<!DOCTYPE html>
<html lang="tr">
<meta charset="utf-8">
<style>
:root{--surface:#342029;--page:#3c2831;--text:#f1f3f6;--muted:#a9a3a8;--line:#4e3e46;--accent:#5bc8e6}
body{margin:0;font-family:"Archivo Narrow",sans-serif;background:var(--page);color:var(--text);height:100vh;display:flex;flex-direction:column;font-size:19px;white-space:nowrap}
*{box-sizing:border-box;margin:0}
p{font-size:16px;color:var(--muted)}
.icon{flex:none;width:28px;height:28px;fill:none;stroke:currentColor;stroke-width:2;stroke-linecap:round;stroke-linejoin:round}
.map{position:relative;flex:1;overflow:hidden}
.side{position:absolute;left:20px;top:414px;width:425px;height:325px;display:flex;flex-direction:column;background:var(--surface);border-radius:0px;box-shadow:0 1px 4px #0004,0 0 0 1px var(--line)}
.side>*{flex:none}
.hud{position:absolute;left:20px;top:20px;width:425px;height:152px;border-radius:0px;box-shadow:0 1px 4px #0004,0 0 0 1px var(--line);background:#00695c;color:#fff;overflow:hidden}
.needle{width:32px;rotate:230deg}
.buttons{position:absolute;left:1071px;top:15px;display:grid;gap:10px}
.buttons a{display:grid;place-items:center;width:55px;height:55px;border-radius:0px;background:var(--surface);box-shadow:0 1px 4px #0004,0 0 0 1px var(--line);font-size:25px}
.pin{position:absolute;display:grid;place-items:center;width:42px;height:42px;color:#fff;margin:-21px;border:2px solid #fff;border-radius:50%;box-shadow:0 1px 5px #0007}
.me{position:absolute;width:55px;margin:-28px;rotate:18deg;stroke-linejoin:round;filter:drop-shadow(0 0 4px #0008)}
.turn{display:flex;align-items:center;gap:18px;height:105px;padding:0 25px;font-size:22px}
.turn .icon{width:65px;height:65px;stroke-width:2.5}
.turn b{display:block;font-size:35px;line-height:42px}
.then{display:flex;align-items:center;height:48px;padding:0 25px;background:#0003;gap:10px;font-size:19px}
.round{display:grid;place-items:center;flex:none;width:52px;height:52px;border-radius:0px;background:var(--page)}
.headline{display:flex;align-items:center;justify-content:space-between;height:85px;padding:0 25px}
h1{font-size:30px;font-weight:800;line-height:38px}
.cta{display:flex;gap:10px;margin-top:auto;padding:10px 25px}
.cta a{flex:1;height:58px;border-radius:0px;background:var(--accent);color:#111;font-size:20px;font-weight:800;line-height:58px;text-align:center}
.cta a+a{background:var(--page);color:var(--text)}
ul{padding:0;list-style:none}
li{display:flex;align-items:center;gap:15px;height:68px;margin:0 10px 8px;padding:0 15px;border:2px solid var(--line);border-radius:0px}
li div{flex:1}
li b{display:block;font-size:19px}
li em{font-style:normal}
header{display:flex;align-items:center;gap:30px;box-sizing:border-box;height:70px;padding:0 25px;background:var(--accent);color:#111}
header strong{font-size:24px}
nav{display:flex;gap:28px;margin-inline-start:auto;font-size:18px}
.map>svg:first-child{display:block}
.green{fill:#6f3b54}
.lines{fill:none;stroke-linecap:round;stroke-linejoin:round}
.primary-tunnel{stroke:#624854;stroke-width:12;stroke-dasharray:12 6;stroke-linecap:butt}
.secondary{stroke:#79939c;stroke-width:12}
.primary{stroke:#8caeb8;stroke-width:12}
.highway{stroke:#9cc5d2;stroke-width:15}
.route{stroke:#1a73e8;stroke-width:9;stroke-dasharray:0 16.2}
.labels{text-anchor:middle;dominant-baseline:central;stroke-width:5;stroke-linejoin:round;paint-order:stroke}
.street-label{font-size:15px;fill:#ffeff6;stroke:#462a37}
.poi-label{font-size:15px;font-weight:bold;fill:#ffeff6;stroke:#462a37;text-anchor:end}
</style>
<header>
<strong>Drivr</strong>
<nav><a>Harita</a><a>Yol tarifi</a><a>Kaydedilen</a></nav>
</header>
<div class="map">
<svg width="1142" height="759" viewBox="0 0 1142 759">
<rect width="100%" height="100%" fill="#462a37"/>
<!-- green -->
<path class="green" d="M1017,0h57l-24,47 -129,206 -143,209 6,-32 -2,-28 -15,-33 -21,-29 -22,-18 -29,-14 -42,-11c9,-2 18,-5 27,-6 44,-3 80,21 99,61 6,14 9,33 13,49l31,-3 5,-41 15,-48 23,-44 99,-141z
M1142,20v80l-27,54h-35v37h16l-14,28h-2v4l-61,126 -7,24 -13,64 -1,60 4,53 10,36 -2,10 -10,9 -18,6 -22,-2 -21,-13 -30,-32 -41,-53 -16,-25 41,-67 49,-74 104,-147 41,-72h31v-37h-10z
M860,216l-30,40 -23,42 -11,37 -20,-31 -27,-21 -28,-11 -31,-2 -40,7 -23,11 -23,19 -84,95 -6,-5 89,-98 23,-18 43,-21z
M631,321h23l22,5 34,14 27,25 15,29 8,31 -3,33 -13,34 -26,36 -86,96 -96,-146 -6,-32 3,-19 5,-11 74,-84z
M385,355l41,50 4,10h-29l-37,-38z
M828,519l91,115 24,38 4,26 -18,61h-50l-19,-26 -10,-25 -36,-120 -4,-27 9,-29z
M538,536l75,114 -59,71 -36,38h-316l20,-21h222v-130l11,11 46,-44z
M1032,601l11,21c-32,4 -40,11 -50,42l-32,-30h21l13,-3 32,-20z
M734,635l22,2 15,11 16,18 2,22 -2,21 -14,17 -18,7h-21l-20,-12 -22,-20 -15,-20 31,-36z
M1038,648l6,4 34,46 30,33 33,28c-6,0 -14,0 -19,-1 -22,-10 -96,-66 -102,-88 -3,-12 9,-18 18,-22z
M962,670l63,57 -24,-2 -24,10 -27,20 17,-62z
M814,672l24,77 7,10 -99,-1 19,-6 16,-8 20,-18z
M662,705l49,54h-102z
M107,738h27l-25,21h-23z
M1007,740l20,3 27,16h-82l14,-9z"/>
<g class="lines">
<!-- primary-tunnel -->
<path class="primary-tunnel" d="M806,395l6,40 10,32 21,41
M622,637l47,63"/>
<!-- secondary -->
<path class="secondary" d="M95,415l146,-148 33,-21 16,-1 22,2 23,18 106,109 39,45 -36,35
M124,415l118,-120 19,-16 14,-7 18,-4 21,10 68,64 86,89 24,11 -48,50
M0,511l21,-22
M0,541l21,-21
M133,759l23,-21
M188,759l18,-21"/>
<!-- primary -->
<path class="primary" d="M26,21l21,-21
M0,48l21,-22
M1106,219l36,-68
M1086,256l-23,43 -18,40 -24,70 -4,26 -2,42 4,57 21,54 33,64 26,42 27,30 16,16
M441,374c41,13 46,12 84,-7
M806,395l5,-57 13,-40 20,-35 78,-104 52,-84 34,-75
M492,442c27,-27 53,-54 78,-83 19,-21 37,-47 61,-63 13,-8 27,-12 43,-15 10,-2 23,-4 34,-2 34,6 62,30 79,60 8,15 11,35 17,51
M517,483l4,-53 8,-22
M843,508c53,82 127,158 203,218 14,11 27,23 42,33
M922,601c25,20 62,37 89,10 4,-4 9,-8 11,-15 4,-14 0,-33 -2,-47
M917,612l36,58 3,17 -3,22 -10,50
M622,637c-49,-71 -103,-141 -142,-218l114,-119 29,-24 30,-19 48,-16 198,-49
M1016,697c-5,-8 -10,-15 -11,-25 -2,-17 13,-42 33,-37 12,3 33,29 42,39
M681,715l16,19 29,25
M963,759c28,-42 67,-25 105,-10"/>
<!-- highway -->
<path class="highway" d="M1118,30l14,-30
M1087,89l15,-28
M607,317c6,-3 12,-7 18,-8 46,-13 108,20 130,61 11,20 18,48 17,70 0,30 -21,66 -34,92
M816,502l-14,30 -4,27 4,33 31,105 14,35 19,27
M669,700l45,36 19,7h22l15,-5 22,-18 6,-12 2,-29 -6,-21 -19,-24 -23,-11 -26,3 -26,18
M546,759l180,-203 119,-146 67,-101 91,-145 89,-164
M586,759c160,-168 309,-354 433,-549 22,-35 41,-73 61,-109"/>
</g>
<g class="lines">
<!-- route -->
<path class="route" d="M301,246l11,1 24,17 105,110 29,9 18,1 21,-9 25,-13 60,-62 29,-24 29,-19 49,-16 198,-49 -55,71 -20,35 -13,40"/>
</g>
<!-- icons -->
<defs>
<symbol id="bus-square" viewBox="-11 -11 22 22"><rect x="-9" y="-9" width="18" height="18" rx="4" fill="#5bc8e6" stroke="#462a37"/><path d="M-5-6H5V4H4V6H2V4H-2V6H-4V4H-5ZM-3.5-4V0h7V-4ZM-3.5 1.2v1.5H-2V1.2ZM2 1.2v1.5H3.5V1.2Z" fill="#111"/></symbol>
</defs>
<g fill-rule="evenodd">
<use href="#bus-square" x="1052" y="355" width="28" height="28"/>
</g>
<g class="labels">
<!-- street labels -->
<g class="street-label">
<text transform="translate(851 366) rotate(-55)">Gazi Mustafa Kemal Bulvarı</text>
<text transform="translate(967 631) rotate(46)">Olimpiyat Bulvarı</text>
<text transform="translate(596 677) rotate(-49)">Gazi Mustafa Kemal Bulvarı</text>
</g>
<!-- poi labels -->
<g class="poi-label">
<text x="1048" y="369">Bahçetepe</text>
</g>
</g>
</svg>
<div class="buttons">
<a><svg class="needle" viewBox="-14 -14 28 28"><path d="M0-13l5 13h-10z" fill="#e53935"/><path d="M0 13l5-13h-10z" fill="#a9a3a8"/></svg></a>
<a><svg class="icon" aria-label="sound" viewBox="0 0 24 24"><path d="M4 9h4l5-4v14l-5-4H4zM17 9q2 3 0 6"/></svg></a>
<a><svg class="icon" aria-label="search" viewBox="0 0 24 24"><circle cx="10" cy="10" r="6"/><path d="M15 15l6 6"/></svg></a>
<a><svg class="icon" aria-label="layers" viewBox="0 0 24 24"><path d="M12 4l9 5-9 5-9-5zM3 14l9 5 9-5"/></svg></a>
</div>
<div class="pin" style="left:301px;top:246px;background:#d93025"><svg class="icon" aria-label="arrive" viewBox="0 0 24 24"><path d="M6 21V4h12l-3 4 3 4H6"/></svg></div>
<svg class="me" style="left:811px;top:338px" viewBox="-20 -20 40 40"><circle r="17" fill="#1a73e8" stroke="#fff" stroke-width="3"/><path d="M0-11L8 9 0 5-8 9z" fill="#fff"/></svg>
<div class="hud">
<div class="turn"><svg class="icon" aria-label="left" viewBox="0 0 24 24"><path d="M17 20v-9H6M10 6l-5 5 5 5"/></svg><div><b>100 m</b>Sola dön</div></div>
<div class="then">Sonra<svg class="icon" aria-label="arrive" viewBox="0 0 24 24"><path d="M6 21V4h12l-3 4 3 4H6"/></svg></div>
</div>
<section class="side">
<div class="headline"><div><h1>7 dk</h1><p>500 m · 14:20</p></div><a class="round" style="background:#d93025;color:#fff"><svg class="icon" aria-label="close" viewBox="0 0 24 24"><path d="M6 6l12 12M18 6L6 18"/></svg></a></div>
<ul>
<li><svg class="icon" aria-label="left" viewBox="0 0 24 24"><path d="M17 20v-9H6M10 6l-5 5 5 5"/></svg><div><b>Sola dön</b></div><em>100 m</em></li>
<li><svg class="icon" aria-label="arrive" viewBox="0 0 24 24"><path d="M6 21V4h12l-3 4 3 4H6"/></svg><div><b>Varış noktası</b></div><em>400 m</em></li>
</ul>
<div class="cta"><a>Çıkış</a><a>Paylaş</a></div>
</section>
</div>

◆ **WORK TO BE COMPLETED**:
For every line of the records above that holds the word "auto", count one, and state the total only.

◆ **TASK OUTPUT**:
2